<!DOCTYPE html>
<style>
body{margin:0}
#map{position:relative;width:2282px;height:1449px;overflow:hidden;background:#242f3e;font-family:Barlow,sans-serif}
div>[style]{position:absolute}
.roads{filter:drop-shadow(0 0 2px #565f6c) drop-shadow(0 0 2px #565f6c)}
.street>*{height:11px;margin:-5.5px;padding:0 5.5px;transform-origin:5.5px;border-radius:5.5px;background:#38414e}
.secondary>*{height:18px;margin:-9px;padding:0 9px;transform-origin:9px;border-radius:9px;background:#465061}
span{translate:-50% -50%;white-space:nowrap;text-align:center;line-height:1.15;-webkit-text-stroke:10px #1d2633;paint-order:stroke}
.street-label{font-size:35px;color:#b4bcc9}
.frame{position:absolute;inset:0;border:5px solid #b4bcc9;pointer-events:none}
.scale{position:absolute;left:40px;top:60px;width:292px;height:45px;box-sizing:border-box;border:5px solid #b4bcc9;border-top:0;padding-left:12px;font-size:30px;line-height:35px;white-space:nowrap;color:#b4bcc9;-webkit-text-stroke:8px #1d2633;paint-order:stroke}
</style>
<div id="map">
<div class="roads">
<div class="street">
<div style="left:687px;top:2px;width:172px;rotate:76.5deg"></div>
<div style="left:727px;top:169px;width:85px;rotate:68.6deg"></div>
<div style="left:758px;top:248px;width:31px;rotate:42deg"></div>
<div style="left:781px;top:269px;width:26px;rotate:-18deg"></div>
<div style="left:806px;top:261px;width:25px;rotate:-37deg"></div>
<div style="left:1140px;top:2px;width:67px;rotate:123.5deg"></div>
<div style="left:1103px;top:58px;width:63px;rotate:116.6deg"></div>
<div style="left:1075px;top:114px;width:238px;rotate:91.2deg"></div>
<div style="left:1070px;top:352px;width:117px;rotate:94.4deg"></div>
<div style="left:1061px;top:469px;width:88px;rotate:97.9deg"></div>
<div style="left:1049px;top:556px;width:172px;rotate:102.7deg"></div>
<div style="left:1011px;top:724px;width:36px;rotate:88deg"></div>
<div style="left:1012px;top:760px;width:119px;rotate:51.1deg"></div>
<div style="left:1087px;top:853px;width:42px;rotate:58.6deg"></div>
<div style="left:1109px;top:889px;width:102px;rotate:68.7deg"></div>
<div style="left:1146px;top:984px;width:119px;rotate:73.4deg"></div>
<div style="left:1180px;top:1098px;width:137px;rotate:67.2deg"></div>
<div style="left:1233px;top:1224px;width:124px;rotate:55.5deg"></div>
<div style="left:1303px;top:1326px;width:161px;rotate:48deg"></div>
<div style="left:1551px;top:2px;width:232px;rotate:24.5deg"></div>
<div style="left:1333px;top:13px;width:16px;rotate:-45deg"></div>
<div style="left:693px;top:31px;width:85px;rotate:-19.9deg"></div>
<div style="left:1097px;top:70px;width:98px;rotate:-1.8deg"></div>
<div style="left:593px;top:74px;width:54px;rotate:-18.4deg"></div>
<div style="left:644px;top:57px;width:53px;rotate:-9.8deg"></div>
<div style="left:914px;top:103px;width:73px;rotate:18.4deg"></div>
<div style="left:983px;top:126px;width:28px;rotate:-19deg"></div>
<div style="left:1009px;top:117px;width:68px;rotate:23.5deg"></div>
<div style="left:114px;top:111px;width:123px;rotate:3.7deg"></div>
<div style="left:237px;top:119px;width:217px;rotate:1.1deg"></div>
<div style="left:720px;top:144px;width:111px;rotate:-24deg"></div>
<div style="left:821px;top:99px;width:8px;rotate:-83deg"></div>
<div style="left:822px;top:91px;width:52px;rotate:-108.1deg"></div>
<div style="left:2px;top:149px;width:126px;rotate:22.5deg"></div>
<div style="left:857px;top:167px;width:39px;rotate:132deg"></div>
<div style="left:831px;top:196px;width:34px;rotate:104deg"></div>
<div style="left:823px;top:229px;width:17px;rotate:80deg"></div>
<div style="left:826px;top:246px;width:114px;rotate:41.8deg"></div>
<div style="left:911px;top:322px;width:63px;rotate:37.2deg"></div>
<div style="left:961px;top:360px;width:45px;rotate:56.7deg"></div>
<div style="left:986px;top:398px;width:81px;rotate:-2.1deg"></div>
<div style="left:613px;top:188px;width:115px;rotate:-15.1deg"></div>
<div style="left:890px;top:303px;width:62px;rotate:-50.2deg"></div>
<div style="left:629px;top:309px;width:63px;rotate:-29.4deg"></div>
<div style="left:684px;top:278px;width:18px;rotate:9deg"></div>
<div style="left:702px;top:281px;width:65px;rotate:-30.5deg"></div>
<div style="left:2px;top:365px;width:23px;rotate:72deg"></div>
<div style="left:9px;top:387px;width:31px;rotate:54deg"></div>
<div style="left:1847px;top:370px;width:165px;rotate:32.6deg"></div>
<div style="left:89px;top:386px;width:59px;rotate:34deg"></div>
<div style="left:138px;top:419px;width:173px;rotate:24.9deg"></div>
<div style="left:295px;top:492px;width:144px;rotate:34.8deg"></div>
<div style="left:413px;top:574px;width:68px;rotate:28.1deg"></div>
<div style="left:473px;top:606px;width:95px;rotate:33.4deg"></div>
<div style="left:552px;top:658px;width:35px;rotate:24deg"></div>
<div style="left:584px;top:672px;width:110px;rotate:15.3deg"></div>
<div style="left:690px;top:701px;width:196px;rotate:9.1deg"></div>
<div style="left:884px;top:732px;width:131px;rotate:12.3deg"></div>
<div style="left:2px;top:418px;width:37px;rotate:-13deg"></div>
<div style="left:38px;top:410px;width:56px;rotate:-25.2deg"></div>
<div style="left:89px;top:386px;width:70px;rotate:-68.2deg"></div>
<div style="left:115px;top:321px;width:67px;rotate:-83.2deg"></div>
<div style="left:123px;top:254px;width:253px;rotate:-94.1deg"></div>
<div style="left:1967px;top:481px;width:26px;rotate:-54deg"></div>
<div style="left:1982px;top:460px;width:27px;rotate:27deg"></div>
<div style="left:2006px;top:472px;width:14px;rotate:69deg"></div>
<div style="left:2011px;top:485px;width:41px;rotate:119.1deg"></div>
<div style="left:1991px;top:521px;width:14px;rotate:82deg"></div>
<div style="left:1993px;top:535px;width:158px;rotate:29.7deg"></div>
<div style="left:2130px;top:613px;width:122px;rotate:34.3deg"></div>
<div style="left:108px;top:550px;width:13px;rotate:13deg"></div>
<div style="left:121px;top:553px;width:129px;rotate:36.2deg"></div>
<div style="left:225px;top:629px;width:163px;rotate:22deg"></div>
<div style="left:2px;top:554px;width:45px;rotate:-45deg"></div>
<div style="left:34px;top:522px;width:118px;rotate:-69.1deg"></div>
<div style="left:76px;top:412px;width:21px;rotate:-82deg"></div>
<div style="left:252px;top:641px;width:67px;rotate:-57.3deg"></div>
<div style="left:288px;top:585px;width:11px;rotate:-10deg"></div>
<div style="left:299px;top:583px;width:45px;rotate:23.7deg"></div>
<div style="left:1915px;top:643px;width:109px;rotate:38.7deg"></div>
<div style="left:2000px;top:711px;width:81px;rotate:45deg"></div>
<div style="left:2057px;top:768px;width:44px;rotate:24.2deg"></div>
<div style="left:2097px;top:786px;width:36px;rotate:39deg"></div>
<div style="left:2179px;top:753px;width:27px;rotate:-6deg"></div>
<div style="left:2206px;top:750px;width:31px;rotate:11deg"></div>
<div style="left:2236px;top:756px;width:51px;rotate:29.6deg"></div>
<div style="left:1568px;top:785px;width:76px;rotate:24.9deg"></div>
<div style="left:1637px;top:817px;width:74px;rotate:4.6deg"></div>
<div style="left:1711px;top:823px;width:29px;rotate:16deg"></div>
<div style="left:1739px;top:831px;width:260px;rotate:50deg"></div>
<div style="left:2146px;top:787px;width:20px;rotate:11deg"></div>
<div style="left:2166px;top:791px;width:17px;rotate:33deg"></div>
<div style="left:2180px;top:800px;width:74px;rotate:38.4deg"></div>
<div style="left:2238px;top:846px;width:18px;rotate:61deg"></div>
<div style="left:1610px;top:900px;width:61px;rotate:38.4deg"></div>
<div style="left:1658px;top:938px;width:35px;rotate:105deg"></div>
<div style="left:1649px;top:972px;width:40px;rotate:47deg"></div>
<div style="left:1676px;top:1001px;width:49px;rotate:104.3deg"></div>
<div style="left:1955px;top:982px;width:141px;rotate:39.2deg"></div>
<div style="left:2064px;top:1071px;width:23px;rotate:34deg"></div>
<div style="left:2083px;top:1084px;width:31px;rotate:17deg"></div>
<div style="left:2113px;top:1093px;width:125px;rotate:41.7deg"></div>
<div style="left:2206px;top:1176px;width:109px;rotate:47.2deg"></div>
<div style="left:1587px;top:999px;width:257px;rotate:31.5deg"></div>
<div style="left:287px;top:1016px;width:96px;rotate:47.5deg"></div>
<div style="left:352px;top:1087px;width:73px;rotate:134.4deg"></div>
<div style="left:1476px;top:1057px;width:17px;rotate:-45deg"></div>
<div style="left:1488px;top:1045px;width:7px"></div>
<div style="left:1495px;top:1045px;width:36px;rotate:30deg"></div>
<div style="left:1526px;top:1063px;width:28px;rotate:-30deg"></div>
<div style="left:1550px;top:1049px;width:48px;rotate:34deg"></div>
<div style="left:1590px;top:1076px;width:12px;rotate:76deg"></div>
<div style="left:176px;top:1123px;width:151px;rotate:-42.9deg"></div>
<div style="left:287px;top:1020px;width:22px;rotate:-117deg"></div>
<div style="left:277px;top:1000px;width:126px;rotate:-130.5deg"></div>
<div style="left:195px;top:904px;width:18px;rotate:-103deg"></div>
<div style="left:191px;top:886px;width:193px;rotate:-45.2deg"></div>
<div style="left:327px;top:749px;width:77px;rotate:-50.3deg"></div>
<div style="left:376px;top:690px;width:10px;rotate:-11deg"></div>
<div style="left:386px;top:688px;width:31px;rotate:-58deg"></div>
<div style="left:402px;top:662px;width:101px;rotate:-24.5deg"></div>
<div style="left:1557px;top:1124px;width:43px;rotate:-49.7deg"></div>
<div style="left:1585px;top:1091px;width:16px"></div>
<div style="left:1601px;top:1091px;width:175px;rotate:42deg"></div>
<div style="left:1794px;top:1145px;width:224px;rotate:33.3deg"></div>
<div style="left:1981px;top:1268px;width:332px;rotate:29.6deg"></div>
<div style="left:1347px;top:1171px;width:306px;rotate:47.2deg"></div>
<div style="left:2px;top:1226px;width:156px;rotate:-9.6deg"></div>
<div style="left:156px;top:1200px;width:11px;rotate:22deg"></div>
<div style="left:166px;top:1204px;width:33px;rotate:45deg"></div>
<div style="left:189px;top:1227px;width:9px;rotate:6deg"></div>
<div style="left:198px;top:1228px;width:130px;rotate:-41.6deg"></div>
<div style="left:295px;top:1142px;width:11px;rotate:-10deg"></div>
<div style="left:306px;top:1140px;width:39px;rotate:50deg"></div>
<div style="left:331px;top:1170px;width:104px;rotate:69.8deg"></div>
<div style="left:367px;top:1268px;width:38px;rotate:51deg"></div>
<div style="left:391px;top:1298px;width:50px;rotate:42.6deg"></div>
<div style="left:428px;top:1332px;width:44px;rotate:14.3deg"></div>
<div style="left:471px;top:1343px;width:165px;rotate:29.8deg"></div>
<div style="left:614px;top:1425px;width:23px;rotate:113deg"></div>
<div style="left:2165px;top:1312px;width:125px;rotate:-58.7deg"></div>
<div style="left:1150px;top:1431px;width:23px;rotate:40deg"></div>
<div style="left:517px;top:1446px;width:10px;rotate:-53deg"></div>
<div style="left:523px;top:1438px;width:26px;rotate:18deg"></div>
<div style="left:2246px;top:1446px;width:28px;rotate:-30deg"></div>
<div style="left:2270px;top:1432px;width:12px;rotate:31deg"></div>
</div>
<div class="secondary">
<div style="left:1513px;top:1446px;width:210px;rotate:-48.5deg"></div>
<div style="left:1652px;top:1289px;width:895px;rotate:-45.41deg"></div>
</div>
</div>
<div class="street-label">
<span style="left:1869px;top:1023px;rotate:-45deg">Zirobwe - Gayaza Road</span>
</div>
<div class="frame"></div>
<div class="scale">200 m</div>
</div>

☆ ☆ ☆ ☆ ☆ ☆ ☆

WHAT IS EXPECTED: Using the word "position" as the filter, copy each matching line from the material.

ANSWER TO THE PROBLEM:
#map{position:relative;width:2282px;height:1449px;overflow:hidden;background:#242f3e;font-family:Barlow,sans-serif}
div>[style]{position:absolute}
.frame{position:absolute;inset:0;border:5px solid #b4bcc9;pointer-events:none}
.scale{position:absolute;left:40px;top:60px;width:292px;height:45px;box-sizing:border-box;border:5px solid #b4bcc9;border-top:0;padding-left:12px;font-size:30px;line-height:35px;white-space:nowrap;color:#b4bcc9;-webkit-text-stroke:8px #1d2633;paint-order:stroke}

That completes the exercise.